*ABOUT THIS TASK*
Word for word, restate the lines of the data from the first through the one containing "position:relative; flex:1; overflow:hidden", and nothing else.
GIVEN DATA section start
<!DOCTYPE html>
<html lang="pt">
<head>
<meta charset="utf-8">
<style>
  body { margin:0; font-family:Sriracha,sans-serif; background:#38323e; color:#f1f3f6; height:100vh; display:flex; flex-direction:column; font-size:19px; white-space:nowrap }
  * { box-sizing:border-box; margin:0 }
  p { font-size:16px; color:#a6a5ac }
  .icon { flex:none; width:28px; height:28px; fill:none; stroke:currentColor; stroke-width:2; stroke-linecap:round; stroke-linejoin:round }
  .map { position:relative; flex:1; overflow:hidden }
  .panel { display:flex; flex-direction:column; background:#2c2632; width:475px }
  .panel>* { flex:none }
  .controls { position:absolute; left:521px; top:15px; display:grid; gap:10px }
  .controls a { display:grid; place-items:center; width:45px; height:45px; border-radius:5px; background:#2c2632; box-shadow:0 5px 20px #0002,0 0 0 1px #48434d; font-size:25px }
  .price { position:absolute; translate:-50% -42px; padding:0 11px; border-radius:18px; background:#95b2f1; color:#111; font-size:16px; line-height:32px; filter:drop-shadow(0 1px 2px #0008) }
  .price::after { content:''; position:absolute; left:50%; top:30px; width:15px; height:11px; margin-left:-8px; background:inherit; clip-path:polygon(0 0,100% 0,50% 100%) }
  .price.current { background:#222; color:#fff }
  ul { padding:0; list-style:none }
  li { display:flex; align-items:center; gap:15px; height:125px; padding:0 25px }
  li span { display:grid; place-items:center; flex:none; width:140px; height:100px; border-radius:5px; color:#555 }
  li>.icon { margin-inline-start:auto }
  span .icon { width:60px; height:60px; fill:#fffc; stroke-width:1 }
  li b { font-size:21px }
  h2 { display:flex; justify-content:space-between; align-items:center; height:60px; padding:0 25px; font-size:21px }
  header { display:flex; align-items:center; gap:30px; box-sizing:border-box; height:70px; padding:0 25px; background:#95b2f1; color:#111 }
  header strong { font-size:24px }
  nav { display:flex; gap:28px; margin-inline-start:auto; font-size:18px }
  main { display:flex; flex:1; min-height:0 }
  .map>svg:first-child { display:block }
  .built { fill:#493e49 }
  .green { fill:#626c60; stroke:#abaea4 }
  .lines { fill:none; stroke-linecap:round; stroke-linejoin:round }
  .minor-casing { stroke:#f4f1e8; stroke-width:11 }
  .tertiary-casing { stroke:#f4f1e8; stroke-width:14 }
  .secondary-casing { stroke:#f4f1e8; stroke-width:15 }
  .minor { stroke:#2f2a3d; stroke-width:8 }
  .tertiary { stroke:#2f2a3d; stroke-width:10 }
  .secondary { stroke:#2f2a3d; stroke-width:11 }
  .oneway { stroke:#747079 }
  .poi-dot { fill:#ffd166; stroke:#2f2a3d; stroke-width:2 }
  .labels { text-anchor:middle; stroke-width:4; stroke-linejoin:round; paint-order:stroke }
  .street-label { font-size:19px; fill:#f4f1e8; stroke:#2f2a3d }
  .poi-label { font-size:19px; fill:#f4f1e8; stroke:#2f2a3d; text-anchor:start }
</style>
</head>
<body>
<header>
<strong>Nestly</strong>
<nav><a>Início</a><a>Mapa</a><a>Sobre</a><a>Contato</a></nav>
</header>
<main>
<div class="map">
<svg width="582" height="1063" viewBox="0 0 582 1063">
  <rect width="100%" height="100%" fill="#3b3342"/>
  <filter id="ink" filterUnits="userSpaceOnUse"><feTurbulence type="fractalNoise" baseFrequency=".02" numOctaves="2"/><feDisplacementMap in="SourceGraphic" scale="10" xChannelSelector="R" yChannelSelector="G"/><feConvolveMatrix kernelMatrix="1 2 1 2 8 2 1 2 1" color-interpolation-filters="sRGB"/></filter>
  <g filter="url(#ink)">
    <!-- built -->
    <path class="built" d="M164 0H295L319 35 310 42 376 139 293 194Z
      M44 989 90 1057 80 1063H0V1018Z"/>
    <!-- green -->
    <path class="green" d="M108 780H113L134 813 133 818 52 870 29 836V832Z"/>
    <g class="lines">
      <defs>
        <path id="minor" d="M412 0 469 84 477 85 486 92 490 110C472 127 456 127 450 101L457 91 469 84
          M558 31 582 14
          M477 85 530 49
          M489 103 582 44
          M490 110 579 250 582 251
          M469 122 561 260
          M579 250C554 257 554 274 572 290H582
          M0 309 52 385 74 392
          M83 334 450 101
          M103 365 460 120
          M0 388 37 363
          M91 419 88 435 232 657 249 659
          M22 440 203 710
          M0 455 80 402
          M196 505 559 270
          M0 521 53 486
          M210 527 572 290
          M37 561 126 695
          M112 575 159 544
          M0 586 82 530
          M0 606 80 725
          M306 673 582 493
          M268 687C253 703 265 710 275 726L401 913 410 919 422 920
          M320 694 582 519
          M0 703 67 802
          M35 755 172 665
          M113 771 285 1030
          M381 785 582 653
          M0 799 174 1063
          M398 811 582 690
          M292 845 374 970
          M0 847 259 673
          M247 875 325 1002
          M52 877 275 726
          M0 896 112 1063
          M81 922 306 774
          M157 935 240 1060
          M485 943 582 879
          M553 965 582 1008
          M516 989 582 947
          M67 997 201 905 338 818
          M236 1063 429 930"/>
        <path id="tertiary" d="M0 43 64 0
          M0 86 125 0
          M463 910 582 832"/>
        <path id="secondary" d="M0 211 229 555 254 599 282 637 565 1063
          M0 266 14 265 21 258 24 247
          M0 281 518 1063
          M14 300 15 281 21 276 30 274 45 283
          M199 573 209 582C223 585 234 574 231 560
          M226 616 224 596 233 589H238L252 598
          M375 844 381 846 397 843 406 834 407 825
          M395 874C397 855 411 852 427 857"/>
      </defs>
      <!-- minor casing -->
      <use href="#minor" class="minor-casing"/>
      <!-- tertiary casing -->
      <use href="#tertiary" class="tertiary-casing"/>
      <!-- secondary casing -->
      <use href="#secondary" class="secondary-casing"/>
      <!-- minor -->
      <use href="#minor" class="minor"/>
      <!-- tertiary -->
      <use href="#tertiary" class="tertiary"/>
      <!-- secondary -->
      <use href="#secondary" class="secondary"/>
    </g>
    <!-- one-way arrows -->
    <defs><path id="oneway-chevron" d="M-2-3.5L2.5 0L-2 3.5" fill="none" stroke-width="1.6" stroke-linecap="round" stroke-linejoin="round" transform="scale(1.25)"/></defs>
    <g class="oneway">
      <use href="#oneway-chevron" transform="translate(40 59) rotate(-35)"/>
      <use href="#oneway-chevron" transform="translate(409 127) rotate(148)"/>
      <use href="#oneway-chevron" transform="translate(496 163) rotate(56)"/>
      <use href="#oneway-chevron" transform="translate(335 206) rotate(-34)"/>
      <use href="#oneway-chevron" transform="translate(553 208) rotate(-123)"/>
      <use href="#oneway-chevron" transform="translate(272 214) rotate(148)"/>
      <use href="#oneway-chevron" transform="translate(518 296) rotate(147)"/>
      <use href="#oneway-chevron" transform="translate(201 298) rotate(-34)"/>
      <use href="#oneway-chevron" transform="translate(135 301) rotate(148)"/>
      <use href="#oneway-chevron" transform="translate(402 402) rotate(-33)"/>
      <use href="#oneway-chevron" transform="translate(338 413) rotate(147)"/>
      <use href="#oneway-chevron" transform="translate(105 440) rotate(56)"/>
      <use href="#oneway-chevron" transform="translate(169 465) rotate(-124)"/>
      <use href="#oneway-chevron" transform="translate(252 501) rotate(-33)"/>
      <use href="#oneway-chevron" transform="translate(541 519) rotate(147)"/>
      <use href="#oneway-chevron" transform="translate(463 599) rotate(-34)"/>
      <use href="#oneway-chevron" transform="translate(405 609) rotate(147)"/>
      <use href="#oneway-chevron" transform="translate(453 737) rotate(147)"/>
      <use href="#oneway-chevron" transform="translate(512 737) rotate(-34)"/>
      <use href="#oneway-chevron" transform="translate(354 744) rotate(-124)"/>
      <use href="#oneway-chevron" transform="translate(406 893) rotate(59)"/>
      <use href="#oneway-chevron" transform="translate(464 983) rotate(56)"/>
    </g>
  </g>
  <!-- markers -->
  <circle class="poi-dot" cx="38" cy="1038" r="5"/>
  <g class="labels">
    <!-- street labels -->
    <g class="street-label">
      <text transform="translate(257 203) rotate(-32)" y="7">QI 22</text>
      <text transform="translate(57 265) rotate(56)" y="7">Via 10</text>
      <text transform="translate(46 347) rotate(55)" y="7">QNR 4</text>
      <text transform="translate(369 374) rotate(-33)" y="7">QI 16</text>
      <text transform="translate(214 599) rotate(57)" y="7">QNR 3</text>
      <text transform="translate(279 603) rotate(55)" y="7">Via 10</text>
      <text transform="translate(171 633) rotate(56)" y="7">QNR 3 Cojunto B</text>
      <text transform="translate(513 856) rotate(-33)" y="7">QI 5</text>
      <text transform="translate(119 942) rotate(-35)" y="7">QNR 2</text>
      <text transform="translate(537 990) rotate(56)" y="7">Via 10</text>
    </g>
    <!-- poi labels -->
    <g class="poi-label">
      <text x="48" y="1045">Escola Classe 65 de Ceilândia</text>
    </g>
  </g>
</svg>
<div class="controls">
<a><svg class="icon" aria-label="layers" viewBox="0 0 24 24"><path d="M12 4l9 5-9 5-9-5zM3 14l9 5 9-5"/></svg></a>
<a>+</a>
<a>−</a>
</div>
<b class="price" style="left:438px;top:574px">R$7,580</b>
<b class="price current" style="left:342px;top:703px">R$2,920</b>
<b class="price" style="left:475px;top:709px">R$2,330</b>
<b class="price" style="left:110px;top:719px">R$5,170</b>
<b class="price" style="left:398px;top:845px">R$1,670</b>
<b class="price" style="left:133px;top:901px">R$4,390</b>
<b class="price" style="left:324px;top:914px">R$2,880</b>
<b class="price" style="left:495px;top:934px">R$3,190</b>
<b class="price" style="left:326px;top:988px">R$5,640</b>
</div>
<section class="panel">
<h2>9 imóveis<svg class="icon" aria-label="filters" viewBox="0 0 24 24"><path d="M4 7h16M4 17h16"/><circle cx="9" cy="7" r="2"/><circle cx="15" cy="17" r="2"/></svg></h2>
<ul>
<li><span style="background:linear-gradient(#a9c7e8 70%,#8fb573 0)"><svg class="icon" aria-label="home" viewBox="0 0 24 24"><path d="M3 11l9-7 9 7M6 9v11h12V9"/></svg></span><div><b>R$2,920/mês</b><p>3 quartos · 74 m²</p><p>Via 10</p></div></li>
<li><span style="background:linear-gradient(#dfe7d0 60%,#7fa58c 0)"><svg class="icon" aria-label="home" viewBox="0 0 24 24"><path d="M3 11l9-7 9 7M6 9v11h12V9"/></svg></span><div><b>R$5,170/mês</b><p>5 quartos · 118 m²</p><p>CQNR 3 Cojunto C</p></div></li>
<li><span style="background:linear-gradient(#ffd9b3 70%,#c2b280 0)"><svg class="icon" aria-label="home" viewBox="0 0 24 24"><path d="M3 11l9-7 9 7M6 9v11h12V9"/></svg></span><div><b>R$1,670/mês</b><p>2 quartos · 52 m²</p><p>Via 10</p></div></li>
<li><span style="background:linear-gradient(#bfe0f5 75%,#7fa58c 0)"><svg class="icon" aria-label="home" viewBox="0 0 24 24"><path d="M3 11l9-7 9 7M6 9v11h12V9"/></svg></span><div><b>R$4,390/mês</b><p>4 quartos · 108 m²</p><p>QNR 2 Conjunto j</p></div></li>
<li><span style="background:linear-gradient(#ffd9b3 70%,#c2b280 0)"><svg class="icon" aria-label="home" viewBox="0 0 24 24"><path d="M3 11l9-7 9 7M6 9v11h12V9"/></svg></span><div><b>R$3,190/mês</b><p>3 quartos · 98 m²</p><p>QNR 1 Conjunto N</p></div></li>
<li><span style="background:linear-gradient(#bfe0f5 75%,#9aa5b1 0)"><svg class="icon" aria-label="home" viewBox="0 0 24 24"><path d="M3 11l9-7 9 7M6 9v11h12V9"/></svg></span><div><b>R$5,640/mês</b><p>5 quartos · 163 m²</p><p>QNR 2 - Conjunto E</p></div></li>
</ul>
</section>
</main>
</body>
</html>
GIVEN DATA section end
*EXERCISE RESULT*
<!DOCTYPE html>
<html lang="pt">
<head>
<meta charset="utf-8">
<style>
  body { margin:0; font-family:Sriracha,sans-serif; background:#38323e; color:#f1f3f6; height:100vh; display:flex; flex-direction:column; font-size:19px; white-space:nowrap }
  * { box-sizing:border-box; margin:0 }
  p { font-size:16px; color:#a6a5ac }
  .icon { flex:none; width:28px; height:28px; fill:none; stroke:currentColor; stroke-width:2; stroke-linecap:round; stroke-linejoin:round }
  .map { position:relative; flex:1; overflow:hidden }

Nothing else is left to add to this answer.